## Directions for this task
Return every line of the records that includes the string "lines".

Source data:
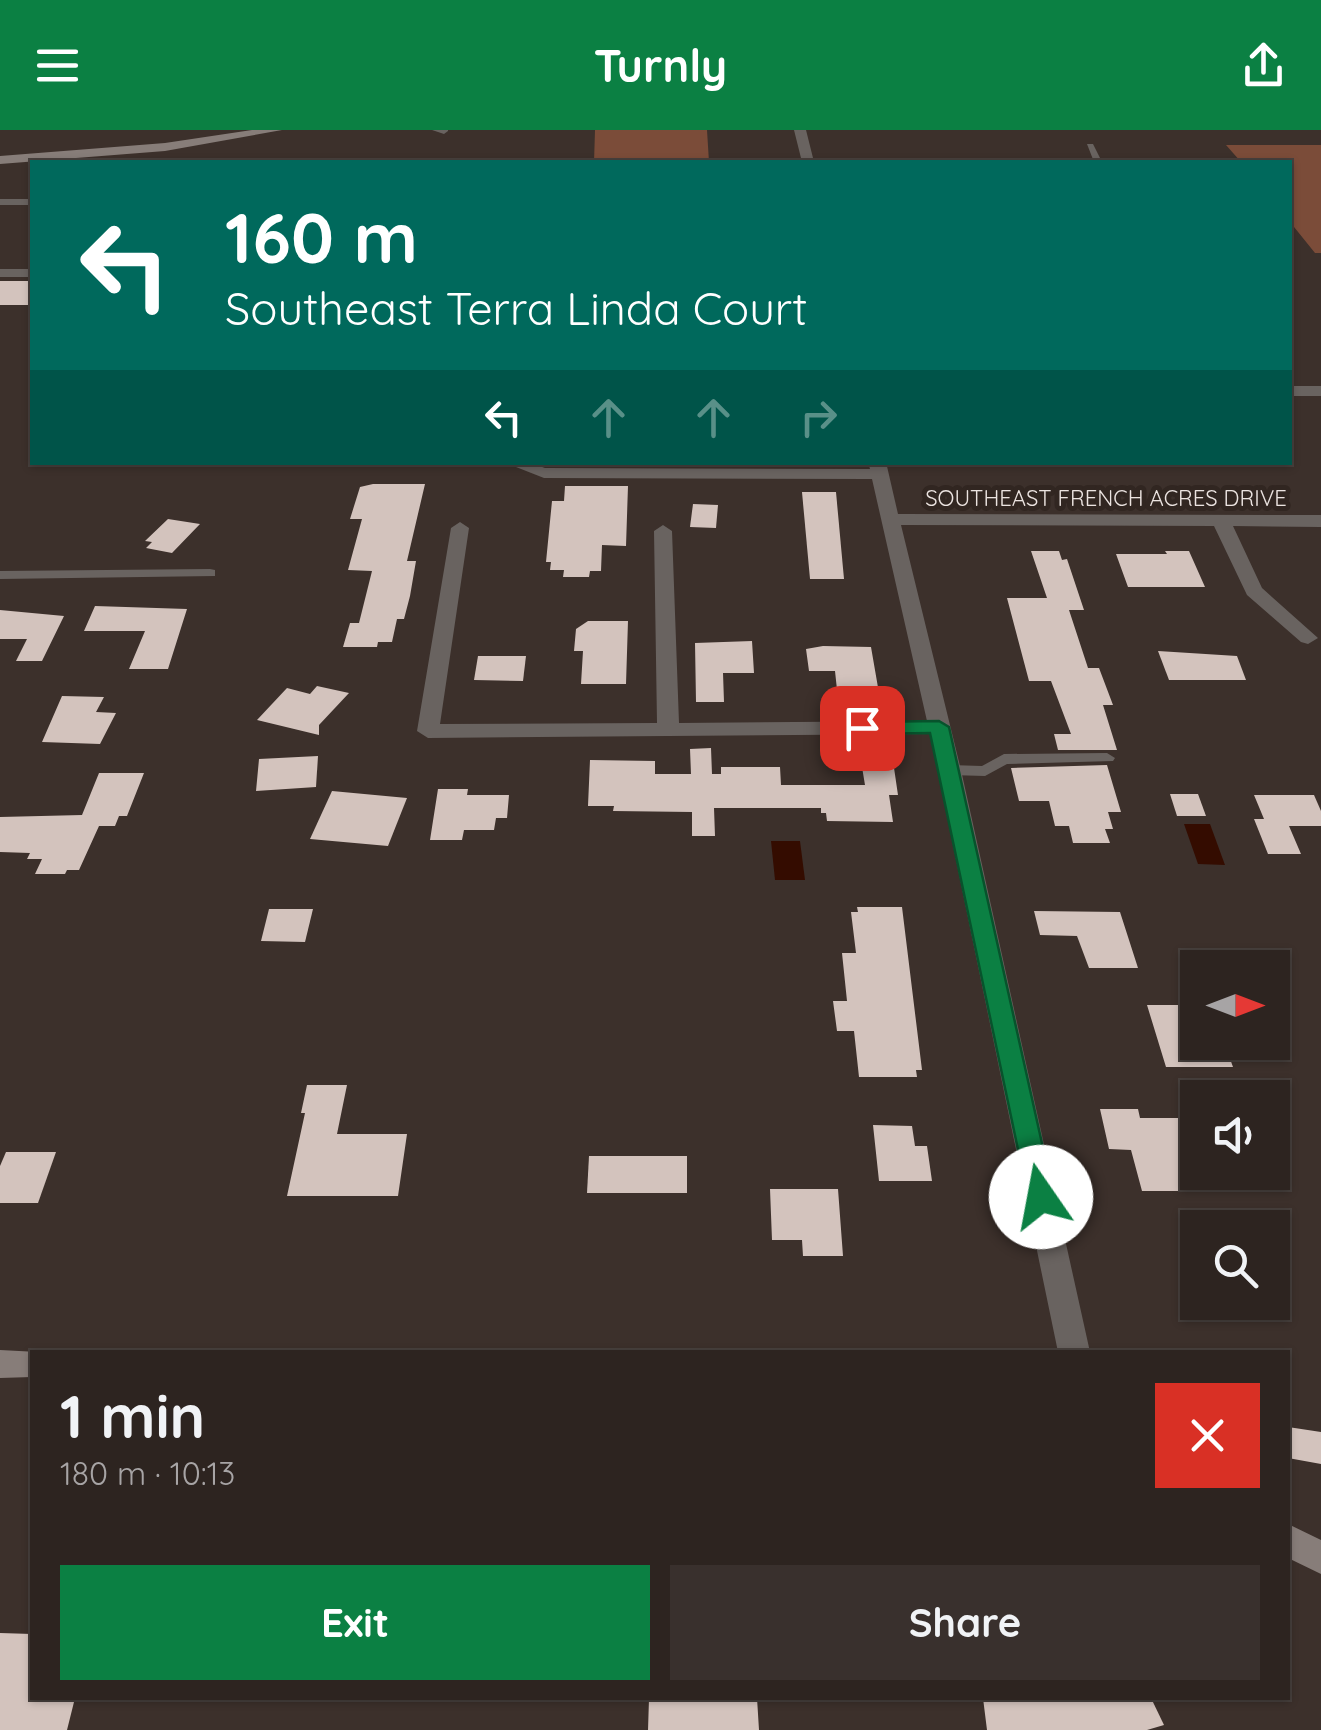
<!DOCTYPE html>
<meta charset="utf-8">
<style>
:root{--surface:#2d2420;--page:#39302d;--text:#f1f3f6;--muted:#a7a4a5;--line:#48413e;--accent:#0b8043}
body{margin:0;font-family:Quicksand,sans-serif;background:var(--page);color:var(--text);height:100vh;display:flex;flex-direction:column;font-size:38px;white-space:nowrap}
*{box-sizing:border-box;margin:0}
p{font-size:32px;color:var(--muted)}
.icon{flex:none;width:55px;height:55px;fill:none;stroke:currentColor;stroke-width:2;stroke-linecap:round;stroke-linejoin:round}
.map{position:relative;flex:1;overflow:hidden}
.details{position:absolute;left:30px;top:1220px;width:1260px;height:350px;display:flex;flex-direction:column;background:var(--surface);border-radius:0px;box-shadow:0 2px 8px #0004,0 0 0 2px var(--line)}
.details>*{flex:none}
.top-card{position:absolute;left:30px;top:30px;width:1262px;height:305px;border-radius:0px;box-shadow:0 2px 8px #0004,0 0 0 2px var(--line);background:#00695c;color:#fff;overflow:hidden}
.needle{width:65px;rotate:90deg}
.tools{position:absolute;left:1180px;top:820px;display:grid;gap:20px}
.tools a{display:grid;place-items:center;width:110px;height:110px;border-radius:0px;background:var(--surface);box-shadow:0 2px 8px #0004,0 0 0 2px var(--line);font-size:50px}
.pin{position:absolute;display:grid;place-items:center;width:85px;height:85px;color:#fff;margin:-42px;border-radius:20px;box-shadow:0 5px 15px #0006}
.me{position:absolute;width:110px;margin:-55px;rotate:348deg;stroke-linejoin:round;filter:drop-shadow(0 0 8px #0008)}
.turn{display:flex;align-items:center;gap:35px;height:210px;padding:0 30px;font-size:45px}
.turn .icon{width:130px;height:130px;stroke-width:2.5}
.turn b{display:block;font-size:70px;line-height:85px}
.lanes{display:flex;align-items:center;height:95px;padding:0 30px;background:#0003;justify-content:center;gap:50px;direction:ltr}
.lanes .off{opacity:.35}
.round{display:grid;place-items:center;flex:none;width:105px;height:105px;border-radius:0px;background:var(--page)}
.overview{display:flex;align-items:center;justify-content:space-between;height:170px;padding:0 30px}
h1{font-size:60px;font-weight:700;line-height:75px}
.button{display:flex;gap:20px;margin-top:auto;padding:20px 30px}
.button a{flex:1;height:115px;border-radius:0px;background:var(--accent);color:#fff;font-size:40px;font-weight:700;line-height:115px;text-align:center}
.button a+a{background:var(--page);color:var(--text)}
header{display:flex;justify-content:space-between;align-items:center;height:130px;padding:0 30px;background:var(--accent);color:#fff;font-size:45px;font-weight:700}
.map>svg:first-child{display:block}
.forest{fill:#7b4c39}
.water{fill:#340c00}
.building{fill:#d3c3bd}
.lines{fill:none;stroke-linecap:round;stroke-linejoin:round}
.lane{fill:#696360;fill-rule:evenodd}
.street{fill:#696360;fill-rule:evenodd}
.secondary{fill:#877d79;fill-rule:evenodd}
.route{fill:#0b8043;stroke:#07532c;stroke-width:2.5}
.labels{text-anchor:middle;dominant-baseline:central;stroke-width:10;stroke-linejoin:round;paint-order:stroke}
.far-street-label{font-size:22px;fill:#ece4e1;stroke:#312621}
</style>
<header><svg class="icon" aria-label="menu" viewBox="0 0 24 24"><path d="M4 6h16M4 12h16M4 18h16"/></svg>Turnly<svg class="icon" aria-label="share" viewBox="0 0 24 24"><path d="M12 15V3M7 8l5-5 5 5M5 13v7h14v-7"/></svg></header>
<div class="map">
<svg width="1321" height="1600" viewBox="0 0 1321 1600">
<rect width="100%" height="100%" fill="#3c302b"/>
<g class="forest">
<polygon points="595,0 707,0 709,32 594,32"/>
<polygon points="1226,15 1321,15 1321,123 1315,123 1290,92 1290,32 1241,32"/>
</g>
<g class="water">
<polygon points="1184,694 1210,694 1225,735 1198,734"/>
<polygon points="771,711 800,711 805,750 775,750"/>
</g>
<g class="building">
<rect x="0" y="151" width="32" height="24"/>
<polygon points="373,354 425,354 407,431 416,431 410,466 404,489 397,489 392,512 378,512 377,517 343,517 350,493 359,493 372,441 348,440 362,389 350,389 360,357"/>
<polygon points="565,356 628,356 626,416 602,415 601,441 590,441 589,447 563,447 564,440 550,440 551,432 546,432 552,371 564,371"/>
<polygon points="802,362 836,362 844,449 810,449"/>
<polygon points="693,374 718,375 716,398 690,397"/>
<polygon points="168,389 200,394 172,423 146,418 152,412 145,411"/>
<polygon points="1031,421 1059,421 1062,430 1067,429 1084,480 1069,480 1088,538 1099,538 1113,575 1103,575 1117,620 1058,620 1054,604 1071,604 1051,551 1029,551 1007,468 1047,468"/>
<polygon points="1165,421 1189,421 1205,457 1128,457 1116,424 1167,424"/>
<polygon points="95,476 187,479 168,539 129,539 145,501 84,501"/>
<polygon points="0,480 64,486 42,531 16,531 27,509 0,509"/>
<polygon points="588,491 628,491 626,554 581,554 583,521 574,521 576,499"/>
<polygon points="752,511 754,543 723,543 724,572 696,572 695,513"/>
<polygon points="823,516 871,517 880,569 838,569 835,541 809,541 806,519"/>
<polygon points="1158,521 1237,526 1246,550 1169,550"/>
<polygon points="478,526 526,526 523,551 474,550"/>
<polygon points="317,556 349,563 319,595 319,605 257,590 287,558 310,564"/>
<polygon points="62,566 104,567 96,582 116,583 100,614 42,612"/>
<polygon points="711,618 712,644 721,644 721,637 780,637 781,655 865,655 861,631 893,631 898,665 889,665 893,692 827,691 826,683 821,683 821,678 714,678 715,706 692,706 692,682 613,681 614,676 588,676 590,630 655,631 655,644 691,644 690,619"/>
<polygon points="318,626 316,657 256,661 259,629"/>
<polygon points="1107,635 1121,682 1108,682 1113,699 1105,699 1110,713 1073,713 1069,696 1055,696 1049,671 1019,671 1011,638"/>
<polygon points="99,643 144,643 127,686 119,686 115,696 99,696 79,740 67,740 65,744 35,744 42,729 27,729 30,723 0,722 0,687 82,685"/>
<polygon points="438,659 468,659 467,665 509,665 507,688 496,688 494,700 464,700 462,710 430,710"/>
<polygon points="332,661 407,668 388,716 310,709"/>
<polygon points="1170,664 1198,664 1206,686 1177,686"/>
<polygon points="1254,665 1314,665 1321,681 1321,696 1289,696 1301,724 1268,724 1254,689 1264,689"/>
<polygon points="857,777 902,777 922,940 916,940 917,947 859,947 854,901 837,901 833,871 847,871 842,823 856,823 851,782 858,782"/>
<polygon points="269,779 313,779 305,812 261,811"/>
<polygon points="1034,781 1120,782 1138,838 1089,838 1077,806 1040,805"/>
<polygon points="1147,875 1190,875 1198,912 1224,912 1233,937 1166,937"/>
<polygon points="307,955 347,955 337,1004 407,1004 398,1066 287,1066 305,983 301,983"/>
<polygon points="1100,979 1138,979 1140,988 1198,988 1198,1061 1142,1061 1131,1020 1109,1019"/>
<polygon points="873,995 912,996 915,1016 927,1016 932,1051 879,1051"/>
<polygon points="6,1022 56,1022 38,1073 0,1073 0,1036"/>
<polygon points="589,1026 687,1026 687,1063 587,1063"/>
<polygon points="770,1059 838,1059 843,1126 803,1126 802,1110 772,1110"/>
<polygon points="1288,1297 1321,1302 1321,1334 1288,1328"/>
<polygon points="0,1503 32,1504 32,1568 75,1568 67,1600 0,1600"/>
<polygon points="649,1568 757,1568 759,1600 648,1600"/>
<polygon points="983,1568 1151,1568 1164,1595 1147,1600 987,1600"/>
</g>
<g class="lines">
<g class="lane">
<polygon points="432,0 448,0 448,1 444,4"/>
<polygon points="1087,14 1093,14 1102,32 1094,32"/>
<rect x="0" y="69" width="32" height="6"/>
<polygon points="210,439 215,440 215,446 0,449 0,441"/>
<polygon points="1107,623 1115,628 1113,631 1007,634 985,646 950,645 942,640 950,635 982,636 1004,624"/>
</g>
<g class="street">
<polygon points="794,0 806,0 814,32 802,32"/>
<rect x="0" y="139" width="32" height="8"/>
<rect x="1290" y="256" width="31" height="10"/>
<polygon points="528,332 545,338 870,339 868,332 886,332 898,384 1321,385 1321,397 1233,396 1262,458 1318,508 1308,514 1301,512 1247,465 1214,396 901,395 961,640 1090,1222 1058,1222 930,604 428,608 417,601 451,398 460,392 469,398 440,594 657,593 654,401 663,395 672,401 679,593 927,591 872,349 544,348 516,337"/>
</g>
<g class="secondary">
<polygon points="252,0 282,0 165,21 0,34 0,26 165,13"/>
<polygon points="0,1220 38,1222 32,1222 32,1247 0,1248"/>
<polygon points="1288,1394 1321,1410 1321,1444 1288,1428"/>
</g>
</g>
<polygon class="route" points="939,591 949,597 1054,1067 1050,1075 1041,1078 1032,1075 1028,1067 930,603 862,604 852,598 862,592"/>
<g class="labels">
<g class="far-street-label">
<text x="1106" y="368">SOUTHEAST FRENCH ACRES DRIVE</text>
</g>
</g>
</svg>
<div class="tools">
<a><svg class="needle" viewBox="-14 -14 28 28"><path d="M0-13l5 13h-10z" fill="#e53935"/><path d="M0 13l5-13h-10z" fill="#a7a4a5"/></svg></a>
<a><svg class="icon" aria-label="sound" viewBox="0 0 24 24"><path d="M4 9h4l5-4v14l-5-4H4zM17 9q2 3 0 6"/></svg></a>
<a><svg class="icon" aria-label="search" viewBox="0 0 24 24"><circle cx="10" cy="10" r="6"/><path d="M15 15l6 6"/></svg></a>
</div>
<div class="pin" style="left:862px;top:598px;background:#d93025"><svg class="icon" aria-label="arrive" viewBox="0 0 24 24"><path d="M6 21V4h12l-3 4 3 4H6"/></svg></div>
<svg class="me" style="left:1041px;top:1067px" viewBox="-20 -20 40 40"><circle r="19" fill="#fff"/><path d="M0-13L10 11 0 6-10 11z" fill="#0b8043"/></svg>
<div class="top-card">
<div class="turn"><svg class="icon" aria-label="left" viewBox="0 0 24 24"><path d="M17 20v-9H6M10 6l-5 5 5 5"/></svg><div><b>160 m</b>Southeast Terra Linda Court</div></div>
<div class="lanes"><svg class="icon" aria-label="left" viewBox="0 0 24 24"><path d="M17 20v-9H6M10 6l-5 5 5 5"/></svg><svg class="icon off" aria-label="ahead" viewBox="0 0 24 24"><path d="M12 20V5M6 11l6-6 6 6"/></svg><svg class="icon off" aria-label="ahead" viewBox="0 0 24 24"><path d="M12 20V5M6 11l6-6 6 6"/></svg><svg class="icon off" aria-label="right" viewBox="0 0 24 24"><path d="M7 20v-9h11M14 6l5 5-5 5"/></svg></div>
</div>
<section class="details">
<div class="overview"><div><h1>1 min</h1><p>180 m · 10:13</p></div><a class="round" style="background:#d93025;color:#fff"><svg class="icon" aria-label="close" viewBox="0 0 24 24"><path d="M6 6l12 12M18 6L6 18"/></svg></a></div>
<div class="button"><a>Exit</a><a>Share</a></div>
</section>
</div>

## Response for this exercise
.lines{fill:none;stroke-linecap:round;stroke-linejoin:round}
<g class="lines">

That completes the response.